Kalief Browder was a typical high school sophomore, actively engaged in school life, albeit with the occasional misstep. Reflecting on his youth, Browder candidly shared:
"I'm not gonna talk to you and tell you I was a good kid and did all my work. I did do my work, but I did fool around with the girls and the kids playing in the hallways."
[03:34] Kalief Browder
His life took a drastic turn in May 2010 when, at just 16, Browder was arrested for allegedly stealing a backpack. Believing it was just a routine stop-and-search, he confided in his father:
"I know I didn't do anything. So I said, all right, I'll go to the precinct, but then I'll come home. But it didn't. I never went home."
[04:06] Kalief Browder
Browder's journey led him to Rikers Island, a place starkly different from the life he knew. Upon arrival, he remarked:
"That whole Rikers island thing is one big misunderstanding. Like, the right and wrong is weird in there."
[04:35] Kalief Browder
A significant portion of Browder's three-year detention was spent in solitary confinement. The oppressive environment was characterized by:
Browder detailed the relentless mental strain:
"There's no way that somebody could possibly tell me to just get over it and stop thinking about that stuff. It's not easy to get over it."
[16:01] Kalief Browder
Despite the harsh conditions, Browder sought solace in education, engaging in "cell study" by completing worksheets handed down by correction officers. He shared his frustration with the lack of support:
"I used to take the school thing serious... But then nobody listens."
[08:03] Kalief Browder
Hunger was another tormentor. Browder recounted:
"Sometimes if you made a guard mad... he'd skip your cell. You're just stuck in a cell and you're getting starved and you're hungry."
[09:44] Kalief Browder
The prolonged isolation and adverse conditions took a severe toll on Browder's mental health. He attempted suicide multiple times, with one incident described as:
"One night, he tied his bed sheet into a noose and tried to hang himself from his light fixture."
[12:30] Kalief Browder
Browder's legal ordeal was marked by incessant delays.

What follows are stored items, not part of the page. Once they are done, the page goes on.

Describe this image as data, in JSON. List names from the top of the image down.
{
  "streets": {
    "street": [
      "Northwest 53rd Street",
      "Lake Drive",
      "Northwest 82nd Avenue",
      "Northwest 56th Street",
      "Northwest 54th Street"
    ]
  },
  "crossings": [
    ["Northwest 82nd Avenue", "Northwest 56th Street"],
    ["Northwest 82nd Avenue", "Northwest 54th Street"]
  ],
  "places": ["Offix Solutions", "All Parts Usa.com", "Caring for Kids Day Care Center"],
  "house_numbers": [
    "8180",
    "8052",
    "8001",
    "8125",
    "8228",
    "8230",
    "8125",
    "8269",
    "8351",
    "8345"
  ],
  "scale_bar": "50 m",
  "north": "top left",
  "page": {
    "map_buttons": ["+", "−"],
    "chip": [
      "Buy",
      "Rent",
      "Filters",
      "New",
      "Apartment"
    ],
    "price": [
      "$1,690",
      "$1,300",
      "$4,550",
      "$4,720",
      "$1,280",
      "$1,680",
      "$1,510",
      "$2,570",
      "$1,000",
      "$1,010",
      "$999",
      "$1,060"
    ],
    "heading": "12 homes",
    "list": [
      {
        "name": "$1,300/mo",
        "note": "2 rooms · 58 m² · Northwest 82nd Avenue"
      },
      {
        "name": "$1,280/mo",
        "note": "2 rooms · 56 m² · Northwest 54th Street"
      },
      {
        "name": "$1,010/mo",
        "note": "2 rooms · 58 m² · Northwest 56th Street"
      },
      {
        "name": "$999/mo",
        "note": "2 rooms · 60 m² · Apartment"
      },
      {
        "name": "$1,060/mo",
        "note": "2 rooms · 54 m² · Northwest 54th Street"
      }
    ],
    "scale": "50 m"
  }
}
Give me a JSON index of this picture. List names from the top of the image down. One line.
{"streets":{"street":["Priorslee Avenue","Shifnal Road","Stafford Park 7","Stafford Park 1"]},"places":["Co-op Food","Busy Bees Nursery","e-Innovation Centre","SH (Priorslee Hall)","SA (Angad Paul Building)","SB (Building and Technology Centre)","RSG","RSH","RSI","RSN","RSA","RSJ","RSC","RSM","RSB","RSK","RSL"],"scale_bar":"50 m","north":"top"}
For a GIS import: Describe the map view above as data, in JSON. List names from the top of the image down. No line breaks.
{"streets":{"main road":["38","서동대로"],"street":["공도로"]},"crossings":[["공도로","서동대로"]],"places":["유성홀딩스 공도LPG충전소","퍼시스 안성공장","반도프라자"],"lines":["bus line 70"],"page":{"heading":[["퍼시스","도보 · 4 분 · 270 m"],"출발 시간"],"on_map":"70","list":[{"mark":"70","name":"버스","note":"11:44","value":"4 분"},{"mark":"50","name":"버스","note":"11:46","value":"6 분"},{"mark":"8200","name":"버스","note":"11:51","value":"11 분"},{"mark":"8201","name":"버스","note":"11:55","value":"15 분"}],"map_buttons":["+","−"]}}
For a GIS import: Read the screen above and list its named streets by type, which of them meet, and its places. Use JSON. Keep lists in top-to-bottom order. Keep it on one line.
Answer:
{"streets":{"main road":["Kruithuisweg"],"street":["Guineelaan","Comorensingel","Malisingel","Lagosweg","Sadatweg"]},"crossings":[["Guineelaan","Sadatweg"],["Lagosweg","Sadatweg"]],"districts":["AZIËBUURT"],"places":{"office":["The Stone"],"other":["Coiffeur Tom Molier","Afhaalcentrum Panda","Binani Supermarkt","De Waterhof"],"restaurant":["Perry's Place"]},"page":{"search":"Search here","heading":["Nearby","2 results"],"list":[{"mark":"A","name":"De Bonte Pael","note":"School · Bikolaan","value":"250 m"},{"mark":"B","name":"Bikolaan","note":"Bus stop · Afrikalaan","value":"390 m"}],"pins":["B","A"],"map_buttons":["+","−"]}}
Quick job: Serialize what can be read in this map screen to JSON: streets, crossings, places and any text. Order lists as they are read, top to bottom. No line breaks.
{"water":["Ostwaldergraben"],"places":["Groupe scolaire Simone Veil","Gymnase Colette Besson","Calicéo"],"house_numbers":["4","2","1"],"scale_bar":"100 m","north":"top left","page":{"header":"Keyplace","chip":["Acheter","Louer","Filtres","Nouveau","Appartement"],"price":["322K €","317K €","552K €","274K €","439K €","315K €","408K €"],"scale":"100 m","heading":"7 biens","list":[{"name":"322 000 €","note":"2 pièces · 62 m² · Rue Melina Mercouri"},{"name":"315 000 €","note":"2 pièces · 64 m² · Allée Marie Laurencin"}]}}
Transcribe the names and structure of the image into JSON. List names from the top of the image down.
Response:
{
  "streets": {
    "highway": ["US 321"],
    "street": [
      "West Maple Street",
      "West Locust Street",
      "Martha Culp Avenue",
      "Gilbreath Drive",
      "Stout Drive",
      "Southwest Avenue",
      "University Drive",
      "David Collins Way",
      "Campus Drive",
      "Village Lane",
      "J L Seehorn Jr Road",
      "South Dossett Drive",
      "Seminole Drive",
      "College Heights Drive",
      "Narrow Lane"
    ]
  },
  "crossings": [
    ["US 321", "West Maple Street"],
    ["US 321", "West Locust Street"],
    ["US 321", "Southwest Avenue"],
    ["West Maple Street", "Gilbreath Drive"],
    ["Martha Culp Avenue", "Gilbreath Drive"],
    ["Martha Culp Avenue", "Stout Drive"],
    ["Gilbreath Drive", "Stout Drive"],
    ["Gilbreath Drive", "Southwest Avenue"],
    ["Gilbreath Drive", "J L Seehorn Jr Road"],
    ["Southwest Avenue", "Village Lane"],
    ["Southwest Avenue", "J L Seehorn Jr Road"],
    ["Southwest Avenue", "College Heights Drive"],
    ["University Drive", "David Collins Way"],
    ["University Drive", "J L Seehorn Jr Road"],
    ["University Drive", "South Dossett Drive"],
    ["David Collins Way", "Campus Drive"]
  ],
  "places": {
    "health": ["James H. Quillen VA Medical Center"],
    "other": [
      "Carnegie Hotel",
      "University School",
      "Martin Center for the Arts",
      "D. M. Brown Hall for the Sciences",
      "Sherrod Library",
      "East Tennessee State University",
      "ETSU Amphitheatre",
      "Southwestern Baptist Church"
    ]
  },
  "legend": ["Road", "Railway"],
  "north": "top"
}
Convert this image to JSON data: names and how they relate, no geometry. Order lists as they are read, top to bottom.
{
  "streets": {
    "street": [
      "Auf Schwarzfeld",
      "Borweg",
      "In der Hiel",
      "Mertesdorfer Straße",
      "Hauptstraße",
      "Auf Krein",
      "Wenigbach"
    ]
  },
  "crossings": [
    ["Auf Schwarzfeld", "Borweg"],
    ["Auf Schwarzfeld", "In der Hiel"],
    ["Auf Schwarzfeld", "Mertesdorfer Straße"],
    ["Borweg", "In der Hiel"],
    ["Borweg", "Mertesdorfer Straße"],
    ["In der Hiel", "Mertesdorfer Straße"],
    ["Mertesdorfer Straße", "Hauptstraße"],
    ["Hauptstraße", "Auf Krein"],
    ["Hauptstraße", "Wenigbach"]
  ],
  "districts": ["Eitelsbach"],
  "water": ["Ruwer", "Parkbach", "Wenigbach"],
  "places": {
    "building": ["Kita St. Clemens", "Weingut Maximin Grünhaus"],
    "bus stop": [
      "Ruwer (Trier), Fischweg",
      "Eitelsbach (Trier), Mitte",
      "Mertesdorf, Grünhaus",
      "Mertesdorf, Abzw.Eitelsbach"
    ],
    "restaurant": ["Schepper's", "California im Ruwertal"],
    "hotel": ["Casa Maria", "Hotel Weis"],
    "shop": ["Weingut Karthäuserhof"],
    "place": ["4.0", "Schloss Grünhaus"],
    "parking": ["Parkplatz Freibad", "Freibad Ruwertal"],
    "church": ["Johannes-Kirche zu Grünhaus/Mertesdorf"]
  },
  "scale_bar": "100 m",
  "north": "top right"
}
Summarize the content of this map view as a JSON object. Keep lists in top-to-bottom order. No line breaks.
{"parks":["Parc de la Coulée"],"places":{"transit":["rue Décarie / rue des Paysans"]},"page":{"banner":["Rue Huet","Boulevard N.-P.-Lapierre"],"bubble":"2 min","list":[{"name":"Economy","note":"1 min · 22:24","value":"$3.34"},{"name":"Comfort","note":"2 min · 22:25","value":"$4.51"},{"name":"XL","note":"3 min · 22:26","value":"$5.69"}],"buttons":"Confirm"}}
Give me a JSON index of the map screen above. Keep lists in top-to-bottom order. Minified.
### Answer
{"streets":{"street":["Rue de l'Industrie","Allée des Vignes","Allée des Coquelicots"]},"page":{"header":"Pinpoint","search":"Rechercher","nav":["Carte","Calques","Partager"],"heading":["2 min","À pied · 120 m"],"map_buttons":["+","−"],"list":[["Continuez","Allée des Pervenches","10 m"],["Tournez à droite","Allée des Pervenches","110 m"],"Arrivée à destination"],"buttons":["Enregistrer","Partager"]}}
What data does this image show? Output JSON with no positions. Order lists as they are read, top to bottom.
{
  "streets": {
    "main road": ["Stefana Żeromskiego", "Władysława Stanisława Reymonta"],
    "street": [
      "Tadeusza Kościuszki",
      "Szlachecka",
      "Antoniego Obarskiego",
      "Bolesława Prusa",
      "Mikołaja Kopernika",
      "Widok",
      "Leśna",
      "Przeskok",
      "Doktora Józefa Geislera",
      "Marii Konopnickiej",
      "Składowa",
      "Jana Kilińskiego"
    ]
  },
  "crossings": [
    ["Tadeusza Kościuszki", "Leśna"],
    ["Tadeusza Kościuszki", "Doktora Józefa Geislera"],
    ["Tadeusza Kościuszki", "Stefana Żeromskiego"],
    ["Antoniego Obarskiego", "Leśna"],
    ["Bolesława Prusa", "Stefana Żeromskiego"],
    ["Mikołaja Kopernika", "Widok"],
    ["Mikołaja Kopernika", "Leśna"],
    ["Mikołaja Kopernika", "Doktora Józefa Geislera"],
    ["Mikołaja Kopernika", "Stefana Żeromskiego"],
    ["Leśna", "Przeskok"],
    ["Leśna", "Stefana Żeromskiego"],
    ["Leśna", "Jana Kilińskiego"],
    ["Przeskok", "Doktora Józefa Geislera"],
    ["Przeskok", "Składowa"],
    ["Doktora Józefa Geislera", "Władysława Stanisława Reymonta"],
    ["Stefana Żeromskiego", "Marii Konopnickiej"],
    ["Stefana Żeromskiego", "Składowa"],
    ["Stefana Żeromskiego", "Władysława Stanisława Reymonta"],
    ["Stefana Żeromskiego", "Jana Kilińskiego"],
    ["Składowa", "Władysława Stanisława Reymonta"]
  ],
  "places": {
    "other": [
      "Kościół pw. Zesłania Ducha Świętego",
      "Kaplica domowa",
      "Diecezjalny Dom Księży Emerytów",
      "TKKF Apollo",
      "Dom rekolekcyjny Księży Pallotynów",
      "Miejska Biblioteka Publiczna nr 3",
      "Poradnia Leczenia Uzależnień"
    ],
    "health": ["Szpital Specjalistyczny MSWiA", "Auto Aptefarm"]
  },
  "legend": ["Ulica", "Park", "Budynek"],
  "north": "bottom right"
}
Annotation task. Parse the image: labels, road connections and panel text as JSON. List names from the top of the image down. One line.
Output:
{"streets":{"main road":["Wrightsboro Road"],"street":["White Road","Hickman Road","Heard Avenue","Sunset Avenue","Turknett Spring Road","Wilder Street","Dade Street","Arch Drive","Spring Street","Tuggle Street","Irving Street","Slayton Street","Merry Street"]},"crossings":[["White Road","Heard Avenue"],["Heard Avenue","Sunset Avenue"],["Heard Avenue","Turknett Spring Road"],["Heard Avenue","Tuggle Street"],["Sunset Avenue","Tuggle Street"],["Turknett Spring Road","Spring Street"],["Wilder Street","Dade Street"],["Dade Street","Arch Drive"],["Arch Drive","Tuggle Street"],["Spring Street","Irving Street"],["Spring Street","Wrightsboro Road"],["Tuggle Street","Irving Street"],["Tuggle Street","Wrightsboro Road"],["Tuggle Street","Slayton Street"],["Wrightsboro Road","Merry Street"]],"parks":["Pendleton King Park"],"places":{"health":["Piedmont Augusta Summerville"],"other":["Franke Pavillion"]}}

Despite 30 court appearances, he never stood trial. At one point, a judge offered him release in exchange for a guilty plea, which Browder courageously refused:
"I told her I didn't do it... It really was tempting, too."
[13:24] Kalief Browder
His steadfastness paid off in the spring of 2013 when the judge dismissed all charges. However, the victory was bittersweet:
"There's no way as that something that People say to you, I mean, some people feel as if I need to get over it, but, you know, it's not easy to get over it."
[16:01] Kalief Browder
Kalief Browder reintegrated into society, enrolling in Bronx Community College and achieving academic success. However, the scars of his incarceration lingered. Battling mental health issues, Browder was tragically found dead at the age of 22:
"He was 22 years old. Now, when I listen back to my interviews with Kalief, I wonder, why did he spend so many hours confiding in me..."
[18:04] Narration
Kalief's case became a catalyst for discussions on prison reform. Two years post his death, Rikers Island was placed under federal oversight due to deplorable conditions. Yet, improvements remained slow, with recent reports highlighting continued violence and mismanagement:
"So far this year, seven people have died at the jail or shortly after being released..."
[01:00] David Remnick
The U.S. justice system was scrutinized for:
"Kalief Browder: A Decade Later" serves as a haunting reminder of the human cost of systemic failures within the criminal justice system. Through Jennifer Gonnerman's empathetic interviews and David Remnick's insightful narration, the episode underscores the urgent need for comprehensive reforms to prevent such tragedies in the future.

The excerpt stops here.